GLP-1 improves survival and preserves diastolic function and cardiac glucose oxidation in rats with pressure overload

TD Nguyen ¹, Y Shingu ², PA Amorim ², M Schwarzer ¹, T Doenst ¹

¹Klinik für Herz- und Thoraxchirurgie, Friedrich-Schiller-Universität Jena, Jena, Germany
²Herzzentrum Leipzig, Universität Leipzig, Leipzig, Germany

Congress Abstract

Objectives: The incretin hormone GLP-1 has been associated with protective effects in diabetes and ischemic heart disease. We investigated the role of GLP-1 treatment in rats subjected to chronic pressure overload (PO) with the aim to detect a novel metabolic mechanism to improve ventricular function.

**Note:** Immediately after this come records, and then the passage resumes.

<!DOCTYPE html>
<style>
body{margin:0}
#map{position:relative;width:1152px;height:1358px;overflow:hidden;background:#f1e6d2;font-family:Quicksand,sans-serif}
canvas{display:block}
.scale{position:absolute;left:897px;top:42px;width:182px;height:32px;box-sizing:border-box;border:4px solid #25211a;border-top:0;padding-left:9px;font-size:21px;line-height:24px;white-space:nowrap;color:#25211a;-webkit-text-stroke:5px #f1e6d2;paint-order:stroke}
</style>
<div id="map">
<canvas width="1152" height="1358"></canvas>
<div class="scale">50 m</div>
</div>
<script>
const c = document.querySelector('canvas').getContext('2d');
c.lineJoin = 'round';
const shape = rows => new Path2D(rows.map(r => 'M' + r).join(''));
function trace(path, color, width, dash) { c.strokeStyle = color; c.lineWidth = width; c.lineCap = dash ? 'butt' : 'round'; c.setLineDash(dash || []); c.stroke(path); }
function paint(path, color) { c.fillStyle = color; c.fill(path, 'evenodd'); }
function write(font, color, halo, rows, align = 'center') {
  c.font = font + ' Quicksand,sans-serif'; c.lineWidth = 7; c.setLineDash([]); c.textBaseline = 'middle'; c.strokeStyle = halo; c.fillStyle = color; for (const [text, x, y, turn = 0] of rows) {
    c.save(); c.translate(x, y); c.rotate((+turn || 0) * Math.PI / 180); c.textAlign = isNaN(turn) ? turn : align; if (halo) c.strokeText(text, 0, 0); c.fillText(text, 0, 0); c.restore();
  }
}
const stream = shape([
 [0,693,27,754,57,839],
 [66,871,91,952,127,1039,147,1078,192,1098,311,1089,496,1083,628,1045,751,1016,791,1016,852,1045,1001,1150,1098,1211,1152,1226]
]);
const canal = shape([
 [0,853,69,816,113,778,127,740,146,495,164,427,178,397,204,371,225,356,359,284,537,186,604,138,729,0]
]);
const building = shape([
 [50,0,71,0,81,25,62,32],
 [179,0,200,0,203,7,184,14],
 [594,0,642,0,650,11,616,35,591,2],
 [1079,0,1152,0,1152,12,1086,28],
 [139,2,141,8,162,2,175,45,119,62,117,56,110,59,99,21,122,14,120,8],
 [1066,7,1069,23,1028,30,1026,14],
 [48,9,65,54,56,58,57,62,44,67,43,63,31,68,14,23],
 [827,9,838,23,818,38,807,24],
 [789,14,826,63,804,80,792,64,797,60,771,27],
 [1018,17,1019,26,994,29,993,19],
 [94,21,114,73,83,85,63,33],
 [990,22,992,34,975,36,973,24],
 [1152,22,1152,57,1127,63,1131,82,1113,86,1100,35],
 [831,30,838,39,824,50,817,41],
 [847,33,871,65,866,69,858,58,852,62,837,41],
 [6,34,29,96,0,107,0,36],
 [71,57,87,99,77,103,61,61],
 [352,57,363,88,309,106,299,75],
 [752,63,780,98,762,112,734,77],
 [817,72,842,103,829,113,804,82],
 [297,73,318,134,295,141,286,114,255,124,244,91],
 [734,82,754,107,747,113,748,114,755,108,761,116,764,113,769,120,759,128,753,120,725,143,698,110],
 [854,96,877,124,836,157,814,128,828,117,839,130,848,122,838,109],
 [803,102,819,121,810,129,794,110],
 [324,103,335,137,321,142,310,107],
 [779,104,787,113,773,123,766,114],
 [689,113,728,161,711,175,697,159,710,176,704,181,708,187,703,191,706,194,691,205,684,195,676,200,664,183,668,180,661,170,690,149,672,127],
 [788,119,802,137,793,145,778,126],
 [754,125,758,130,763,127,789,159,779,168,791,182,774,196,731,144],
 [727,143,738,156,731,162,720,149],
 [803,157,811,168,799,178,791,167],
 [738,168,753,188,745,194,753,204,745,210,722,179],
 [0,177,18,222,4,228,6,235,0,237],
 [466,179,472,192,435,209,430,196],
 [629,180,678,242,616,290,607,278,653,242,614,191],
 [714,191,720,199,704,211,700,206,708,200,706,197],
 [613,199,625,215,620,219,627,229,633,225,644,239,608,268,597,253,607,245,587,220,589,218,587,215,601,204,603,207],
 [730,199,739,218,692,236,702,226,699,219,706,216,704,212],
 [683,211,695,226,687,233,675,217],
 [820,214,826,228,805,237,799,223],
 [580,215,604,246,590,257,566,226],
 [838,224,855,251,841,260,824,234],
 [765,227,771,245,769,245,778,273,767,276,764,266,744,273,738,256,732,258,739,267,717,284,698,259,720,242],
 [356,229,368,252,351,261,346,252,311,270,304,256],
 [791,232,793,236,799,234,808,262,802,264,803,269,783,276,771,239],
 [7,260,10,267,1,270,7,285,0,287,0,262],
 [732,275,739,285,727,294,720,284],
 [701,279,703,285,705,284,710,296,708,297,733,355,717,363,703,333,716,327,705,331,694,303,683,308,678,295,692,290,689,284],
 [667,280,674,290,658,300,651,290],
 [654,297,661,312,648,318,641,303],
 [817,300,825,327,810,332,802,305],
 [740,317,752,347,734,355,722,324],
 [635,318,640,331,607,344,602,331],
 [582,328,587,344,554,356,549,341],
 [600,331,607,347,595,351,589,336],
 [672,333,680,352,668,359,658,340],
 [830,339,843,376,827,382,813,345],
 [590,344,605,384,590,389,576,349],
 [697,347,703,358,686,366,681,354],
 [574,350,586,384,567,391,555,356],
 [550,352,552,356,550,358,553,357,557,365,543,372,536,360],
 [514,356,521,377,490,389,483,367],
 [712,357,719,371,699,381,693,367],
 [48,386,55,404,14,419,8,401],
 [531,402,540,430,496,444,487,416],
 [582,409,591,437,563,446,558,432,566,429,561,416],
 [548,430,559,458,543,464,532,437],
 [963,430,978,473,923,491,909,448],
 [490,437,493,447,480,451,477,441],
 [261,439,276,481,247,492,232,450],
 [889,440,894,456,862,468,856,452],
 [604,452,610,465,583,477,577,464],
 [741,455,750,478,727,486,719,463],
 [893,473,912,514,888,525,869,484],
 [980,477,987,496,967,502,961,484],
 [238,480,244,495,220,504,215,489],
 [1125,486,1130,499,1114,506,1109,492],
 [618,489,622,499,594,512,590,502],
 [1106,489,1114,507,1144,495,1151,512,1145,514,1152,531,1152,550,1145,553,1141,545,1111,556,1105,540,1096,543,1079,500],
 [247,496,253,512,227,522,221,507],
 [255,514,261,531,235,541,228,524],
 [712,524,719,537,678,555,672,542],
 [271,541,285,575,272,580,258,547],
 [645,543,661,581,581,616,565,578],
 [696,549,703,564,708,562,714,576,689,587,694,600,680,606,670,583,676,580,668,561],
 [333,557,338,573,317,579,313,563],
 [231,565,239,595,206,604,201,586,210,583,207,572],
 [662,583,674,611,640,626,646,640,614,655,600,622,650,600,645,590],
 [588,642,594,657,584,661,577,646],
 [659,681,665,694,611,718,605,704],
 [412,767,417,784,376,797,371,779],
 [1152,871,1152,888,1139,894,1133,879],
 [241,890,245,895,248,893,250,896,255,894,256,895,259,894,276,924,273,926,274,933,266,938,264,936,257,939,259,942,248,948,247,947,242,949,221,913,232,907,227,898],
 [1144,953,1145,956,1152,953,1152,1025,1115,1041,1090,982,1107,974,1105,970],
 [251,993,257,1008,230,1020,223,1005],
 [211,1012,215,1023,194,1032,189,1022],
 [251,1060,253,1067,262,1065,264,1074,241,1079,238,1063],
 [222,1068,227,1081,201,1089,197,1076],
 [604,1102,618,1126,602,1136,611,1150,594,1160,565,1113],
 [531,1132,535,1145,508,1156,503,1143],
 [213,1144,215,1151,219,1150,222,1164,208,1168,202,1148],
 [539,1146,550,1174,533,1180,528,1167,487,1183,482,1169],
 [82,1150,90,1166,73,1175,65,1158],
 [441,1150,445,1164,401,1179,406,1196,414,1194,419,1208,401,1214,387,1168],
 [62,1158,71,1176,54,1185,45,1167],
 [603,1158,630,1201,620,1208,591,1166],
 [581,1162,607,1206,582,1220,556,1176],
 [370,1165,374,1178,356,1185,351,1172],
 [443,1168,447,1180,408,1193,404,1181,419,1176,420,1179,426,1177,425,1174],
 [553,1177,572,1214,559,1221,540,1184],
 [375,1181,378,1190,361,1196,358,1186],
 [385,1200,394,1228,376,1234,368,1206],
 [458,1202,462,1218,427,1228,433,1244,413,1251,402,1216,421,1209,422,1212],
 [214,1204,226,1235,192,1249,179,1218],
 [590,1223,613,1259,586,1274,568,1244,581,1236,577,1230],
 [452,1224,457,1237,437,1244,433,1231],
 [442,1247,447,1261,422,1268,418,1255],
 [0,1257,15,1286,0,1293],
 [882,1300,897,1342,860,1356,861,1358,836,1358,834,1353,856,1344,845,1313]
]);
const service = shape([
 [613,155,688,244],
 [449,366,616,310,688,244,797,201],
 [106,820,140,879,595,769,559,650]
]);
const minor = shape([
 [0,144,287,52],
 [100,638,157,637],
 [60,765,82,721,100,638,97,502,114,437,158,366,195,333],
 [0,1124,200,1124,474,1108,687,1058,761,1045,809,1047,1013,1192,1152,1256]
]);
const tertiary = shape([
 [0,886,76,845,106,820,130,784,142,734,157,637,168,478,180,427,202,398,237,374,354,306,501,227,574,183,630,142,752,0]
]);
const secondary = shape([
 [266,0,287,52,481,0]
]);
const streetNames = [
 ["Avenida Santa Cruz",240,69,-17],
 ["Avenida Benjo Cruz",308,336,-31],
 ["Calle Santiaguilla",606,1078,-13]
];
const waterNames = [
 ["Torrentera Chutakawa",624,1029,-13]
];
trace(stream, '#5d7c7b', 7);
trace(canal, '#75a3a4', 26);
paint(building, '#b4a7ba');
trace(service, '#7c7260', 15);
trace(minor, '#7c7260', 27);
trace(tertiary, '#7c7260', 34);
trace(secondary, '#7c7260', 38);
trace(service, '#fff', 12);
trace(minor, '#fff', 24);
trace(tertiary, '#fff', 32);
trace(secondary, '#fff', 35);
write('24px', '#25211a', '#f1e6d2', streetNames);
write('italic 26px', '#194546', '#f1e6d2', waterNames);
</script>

Methods: Rats underwent transverse aortic constriction (TAC) to induce PO or sham operation. Two weeks after TAC, osmotic pumps were implanted for intravenous infusion of rGLP-1. Six weeks after TAC, we evaluated hypertrophy and heart function in vivo by echocardiography, pulmonary congestion by lung weight-to-body weight index (LW/BW), left ventricular stiffness by pressure-volume relationship ex vivo and measured glucose oxidation (GO) and fatty acid oxidation (FAO) in the isolated working heart.

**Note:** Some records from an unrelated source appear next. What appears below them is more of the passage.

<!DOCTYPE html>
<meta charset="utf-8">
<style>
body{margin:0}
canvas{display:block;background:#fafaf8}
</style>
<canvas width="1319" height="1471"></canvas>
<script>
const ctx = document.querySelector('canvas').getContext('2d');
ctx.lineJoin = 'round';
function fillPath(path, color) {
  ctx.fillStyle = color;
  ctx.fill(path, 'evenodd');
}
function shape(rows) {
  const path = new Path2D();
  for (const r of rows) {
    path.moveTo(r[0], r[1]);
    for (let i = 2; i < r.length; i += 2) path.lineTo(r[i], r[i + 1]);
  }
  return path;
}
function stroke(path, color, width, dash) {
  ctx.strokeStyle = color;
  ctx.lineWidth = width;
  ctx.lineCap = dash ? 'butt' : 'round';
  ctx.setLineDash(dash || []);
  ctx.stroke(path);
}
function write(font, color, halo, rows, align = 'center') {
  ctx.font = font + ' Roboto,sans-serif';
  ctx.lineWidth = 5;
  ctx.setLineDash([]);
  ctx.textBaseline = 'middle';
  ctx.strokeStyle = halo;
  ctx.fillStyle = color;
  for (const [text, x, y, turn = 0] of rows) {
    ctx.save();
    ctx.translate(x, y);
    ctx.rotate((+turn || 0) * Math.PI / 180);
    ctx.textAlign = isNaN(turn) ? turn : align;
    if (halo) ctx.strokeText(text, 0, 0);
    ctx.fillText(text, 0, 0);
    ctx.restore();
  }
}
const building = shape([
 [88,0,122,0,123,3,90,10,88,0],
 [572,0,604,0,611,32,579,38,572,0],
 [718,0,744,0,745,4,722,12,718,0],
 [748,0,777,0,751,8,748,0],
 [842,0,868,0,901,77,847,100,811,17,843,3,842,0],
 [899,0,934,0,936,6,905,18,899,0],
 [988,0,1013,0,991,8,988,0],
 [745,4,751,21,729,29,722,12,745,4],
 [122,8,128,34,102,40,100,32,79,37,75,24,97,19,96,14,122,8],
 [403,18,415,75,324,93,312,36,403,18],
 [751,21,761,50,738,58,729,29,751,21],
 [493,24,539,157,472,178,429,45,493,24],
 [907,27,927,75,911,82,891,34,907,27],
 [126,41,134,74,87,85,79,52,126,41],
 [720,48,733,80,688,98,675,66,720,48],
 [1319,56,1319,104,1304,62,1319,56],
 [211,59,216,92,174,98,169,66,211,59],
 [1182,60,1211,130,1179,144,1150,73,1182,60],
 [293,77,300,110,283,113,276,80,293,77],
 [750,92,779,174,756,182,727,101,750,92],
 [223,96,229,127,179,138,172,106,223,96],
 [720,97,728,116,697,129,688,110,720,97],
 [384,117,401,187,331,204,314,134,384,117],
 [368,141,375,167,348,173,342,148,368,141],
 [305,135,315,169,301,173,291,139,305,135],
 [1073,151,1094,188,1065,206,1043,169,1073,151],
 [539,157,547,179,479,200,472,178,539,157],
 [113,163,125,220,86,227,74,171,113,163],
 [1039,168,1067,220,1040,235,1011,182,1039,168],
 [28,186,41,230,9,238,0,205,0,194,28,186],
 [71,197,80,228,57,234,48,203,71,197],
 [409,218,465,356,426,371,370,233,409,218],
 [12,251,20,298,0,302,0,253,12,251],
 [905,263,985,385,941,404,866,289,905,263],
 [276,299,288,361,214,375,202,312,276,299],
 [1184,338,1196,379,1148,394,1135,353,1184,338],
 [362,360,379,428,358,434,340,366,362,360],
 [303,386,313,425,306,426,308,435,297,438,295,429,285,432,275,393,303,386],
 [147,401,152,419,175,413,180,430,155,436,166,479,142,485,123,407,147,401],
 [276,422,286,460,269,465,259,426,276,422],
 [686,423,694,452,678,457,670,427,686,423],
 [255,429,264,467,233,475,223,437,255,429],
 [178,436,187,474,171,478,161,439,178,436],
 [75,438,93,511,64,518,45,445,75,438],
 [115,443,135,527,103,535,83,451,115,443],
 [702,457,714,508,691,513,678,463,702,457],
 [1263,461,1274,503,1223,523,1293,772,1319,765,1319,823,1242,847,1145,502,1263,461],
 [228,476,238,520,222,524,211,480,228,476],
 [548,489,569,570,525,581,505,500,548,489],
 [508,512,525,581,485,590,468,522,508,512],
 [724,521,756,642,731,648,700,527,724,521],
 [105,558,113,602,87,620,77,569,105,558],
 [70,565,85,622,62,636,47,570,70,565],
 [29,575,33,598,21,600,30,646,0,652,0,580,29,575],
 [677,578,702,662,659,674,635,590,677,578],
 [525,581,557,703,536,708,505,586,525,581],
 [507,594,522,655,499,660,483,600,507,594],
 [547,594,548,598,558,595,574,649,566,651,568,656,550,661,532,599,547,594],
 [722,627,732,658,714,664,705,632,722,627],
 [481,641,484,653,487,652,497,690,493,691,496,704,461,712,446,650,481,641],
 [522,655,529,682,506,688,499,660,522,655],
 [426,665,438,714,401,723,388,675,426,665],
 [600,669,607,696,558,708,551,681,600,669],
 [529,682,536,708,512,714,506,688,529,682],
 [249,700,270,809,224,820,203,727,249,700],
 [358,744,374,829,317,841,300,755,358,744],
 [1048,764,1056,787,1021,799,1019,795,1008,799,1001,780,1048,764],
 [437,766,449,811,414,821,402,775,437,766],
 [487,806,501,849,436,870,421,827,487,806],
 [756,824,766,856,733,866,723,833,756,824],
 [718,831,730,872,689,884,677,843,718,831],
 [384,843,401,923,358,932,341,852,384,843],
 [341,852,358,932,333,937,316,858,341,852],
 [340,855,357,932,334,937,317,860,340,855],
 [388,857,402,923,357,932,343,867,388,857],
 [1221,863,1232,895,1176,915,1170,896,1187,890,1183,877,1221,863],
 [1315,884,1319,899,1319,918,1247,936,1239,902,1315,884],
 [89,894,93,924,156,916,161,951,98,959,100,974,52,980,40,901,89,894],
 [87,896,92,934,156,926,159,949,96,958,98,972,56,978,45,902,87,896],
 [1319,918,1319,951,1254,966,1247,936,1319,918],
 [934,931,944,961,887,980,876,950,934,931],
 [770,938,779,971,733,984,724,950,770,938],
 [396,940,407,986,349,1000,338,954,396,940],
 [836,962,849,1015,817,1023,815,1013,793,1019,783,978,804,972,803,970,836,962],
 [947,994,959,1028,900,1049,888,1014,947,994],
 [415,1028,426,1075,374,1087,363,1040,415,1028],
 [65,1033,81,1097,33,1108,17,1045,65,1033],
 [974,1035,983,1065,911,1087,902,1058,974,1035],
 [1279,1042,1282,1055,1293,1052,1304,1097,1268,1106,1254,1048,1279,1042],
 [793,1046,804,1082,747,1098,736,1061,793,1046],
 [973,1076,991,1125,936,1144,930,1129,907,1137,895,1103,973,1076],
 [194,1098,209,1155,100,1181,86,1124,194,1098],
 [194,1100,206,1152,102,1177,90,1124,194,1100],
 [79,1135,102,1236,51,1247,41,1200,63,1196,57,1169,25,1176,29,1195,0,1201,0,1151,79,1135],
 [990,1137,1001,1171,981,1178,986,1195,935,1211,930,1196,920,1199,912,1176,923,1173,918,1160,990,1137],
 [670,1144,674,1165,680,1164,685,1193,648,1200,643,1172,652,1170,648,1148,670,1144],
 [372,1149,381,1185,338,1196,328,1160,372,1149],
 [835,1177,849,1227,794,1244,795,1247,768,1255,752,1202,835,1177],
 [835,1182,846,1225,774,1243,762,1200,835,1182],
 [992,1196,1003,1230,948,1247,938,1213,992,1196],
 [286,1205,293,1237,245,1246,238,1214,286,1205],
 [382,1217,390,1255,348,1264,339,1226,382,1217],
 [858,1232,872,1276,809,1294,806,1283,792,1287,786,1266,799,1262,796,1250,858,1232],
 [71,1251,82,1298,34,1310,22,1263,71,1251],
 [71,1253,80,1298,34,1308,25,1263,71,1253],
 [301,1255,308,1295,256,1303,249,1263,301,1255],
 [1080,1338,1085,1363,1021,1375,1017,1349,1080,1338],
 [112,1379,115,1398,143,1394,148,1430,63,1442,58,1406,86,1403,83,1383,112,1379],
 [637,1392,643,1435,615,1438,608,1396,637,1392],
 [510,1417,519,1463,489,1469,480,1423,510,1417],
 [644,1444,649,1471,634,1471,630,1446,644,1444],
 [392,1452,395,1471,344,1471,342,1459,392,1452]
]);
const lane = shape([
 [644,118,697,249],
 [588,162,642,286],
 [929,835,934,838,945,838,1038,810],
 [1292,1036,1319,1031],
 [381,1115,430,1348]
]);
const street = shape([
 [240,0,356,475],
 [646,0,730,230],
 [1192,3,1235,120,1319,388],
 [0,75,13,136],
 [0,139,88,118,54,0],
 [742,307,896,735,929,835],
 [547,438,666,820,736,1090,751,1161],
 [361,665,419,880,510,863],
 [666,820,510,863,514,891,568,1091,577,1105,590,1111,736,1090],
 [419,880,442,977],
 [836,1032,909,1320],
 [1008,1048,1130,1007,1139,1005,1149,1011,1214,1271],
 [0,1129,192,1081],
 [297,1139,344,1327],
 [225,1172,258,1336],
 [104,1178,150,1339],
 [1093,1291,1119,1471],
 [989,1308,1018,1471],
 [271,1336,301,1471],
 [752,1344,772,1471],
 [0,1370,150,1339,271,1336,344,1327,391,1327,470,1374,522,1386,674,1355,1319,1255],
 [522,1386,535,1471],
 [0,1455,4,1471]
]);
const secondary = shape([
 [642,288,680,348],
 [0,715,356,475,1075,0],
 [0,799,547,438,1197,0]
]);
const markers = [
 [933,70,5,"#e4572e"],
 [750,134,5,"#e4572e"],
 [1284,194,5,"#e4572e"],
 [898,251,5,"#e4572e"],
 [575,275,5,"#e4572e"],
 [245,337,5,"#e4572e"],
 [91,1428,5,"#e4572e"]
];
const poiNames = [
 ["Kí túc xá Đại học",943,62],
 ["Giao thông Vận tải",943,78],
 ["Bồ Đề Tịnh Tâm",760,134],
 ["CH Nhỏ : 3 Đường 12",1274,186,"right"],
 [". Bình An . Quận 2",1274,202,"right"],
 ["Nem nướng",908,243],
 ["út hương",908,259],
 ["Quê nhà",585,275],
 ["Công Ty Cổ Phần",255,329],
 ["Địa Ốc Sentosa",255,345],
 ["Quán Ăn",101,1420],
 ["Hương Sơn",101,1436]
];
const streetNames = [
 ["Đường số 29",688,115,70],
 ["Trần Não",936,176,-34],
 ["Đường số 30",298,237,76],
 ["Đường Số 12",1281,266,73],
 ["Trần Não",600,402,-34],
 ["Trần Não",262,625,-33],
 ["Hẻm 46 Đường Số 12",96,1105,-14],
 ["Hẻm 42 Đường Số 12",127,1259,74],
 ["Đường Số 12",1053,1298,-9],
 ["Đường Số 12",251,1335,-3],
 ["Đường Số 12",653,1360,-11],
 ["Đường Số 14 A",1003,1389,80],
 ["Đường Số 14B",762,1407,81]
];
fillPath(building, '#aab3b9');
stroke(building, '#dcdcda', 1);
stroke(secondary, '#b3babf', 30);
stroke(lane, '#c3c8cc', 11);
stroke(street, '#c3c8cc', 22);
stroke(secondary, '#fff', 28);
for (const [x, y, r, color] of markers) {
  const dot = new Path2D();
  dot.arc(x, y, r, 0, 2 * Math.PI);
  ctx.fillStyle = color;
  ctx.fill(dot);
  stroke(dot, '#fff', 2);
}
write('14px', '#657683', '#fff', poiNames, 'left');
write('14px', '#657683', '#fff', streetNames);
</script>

Results: Oder of results: Sham; TAC; TAC+GLP-1; *: p<0.001

Six weeks of untreated TAC increased left ventricular posterior wall thickness in diastole (LVPWd). Whereas fractional shortening was unchanged at this time point, LW/BW was dramatically increased and survival was reduced compared to sham indicating impaired diastolic function. Compared to untreated TAC, GLP-1 treatment did not ameliorate hypertrophy, but improved survival (100%; 38%; 70%;*), reduced LW/BW (5.2±0.1; 12.5±0.7; 8.0±1.1g/kg;*) and left ventricular stiffness (stiffness constant k: 4.8±0.1; 9.6±0.5; 6.8±0.5;*). Untreated TAC resulted in decreased FAO and GO. Compared to untreated TAC, GLP-1 treatment substantially increased GO (0.56±0.04; 0.28±0.06; 0.47±0.09µmol/min/gdry) and significantly increased GO/FAO ratio (0.5±0.1; 0.8±0.1; 1.7±0.3;*). While GLP-1 may boost insulin secretion, there were no differences in serum insulin levels suggesting insulin-independent mechanisms.

Conclusions: Chronic GLP-1 treatment improves survival, reduces ventricular stiffness and pulmonary congestion in rats with PO suggesting preserved diastolic function. These effects were independent of insulin and associated with preserved GO. GLP-1 treatment may be a new therapeutic option also for patients undergoing cardiac surgery.